INSTRUCTIONS TO FOLLOW :: Please output the whole listing below exactly as it is.

SUPPLIED DATA ::
____________

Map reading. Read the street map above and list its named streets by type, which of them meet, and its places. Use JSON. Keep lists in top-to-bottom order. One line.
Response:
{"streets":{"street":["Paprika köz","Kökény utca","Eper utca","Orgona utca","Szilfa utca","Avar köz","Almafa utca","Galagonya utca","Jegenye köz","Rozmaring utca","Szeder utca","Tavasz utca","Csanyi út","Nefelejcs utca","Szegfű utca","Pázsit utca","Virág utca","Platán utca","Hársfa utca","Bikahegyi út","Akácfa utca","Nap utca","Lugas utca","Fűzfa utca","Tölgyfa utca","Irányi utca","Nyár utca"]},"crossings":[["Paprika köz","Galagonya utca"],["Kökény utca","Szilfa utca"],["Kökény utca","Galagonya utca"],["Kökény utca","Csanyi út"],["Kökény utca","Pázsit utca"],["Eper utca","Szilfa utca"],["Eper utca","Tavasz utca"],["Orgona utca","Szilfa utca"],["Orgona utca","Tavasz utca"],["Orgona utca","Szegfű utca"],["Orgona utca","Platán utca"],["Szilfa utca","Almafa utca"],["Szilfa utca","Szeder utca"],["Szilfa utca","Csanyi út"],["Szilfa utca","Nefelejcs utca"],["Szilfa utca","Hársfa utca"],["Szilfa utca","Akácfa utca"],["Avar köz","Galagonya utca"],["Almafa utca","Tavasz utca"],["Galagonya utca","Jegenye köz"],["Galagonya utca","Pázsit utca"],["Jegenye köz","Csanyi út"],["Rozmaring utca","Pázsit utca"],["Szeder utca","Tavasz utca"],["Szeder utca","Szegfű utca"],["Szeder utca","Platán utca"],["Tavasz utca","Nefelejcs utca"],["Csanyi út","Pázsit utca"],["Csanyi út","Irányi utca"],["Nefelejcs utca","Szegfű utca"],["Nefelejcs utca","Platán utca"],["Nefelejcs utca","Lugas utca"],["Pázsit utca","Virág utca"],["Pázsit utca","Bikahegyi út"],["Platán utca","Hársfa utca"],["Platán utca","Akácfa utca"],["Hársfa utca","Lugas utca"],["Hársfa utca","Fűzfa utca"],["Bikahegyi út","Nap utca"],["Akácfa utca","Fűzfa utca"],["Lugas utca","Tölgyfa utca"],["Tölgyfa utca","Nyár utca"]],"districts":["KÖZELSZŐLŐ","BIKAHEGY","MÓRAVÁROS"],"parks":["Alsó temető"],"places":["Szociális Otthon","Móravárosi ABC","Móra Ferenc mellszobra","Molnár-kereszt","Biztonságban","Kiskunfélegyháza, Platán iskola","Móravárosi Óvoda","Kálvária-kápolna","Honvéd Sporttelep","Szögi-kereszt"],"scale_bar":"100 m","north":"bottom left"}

____________

EXERCISE RESULT ::
Map reading. Read the street map above and list its named streets by type, which of them meet, and its places. Use JSON. Keep lists in top-to-bottom order. One line.
Response:
{"streets":{"street":["Paprika köz","Kökény utca","Eper utca","Orgona utca","Szilfa utca","Avar köz","Almafa utca","Galagonya utca","Jegenye köz","Rozmaring utca","Szeder utca","Tavasz utca","Csanyi út","Nefelejcs utca","Szegfű utca","Pázsit utca","Virág utca","Platán utca","Hársfa utca","Bikahegyi út","Akácfa utca","Nap utca","Lugas utca","Fűzfa utca","Tölgyfa utca","Irányi utca","Nyár utca"]},"crossings":[["Paprika köz","Galagonya utca"],["Kökény utca","Szilfa utca"],["Kökény utca","Galagonya utca"],["Kökény utca","Csanyi út"],["Kökény utca","Pázsit utca"],["Eper utca","Szilfa utca"],["Eper utca","Tavasz utca"],["Orgona utca","Szilfa utca"],["Orgona utca","Tavasz utca"],["Orgona utca","Szegfű utca"],["Orgona utca","Platán utca"],["Szilfa utca","Almafa utca"],["Szilfa utca","Szeder utca"],["Szilfa utca","Csanyi út"],["Szilfa utca","Nefelejcs utca"],["Szilfa utca","Hársfa utca"],["Szilfa utca","Akácfa utca"],["Avar köz","Galagonya utca"],["Almafa utca","Tavasz utca"],["Galagonya utca","Jegenye köz"],["Galagonya utca","Pázsit utca"],["Jegenye köz","Csanyi út"],["Rozmaring utca","Pázsit utca"],["Szeder utca","Tavasz utca"],["Szeder utca","Szegfű utca"],["Szeder utca","Platán utca"],["Tavasz utca","Nefelejcs utca"],["Csanyi út","Pázsit utca"],["Csanyi út","Irányi utca"],["Nefelejcs utca","Szegfű utca"],["Nefelejcs utca","Platán utca"],["Nefelejcs utca","Lugas utca"],["Pázsit utca","Virág utca"],["Pázsit utca","Bikahegyi út"],["Platán utca","Hársfa utca"],["Platán utca","Akácfa utca"],["Hársfa utca","Lugas utca"],["Hársfa utca","Fűzfa utca"],["Bikahegyi út","Nap utca"],["Akácfa utca","Fűzfa utca"],["Lugas utca","Tölgyfa utca"],["Tölgyfa utca","Nyár utca"]],"districts":["KÖZELSZŐLŐ","BIKAHEGY","MÓRAVÁROS"],"parks":["Alsó temető"],"places":["Szociális Otthon","Móravárosi ABC","Móra Ferenc mellszobra","Molnár-kereszt","Biztonságban","Kiskunfélegyháza, Platán iskola","Móravárosi Óvoda","Kálvária-kápolna","Honvéd Sporttelep","Szögi-kereszt"],"scale_bar":"100 m","north":"bottom left"}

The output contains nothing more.